- Problem statement
Work through the material below line by line and say how many lines include the word "JSON". Only the number, please.
-*-
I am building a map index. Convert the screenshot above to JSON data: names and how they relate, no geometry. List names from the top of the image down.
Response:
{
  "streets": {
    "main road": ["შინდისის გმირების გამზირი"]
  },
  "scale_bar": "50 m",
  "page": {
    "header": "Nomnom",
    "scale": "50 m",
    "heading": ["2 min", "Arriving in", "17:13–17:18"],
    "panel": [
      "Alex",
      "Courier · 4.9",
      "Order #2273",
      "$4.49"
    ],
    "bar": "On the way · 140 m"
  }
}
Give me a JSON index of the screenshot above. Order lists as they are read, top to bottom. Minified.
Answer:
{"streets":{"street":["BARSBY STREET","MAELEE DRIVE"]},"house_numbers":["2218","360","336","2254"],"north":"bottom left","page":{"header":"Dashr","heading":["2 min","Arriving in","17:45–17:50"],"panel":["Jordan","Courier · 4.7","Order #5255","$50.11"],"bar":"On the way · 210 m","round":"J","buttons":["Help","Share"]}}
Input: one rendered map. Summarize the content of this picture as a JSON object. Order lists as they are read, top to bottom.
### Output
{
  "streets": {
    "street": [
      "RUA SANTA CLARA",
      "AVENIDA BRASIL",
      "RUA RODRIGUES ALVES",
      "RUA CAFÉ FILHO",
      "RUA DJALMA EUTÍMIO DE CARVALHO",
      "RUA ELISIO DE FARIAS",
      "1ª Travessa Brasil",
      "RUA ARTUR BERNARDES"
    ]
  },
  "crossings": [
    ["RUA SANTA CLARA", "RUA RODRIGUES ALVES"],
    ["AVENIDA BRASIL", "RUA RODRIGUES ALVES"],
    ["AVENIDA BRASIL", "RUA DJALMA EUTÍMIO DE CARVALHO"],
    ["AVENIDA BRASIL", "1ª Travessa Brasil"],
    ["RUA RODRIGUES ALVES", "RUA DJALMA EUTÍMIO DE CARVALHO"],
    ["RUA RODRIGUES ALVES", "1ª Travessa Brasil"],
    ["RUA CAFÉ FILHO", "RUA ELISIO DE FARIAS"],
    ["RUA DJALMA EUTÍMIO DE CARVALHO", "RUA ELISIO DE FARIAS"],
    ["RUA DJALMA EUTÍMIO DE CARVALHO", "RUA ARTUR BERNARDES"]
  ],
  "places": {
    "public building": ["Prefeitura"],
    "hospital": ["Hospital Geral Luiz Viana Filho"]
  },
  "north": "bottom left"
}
-*-
- Exercise solution
3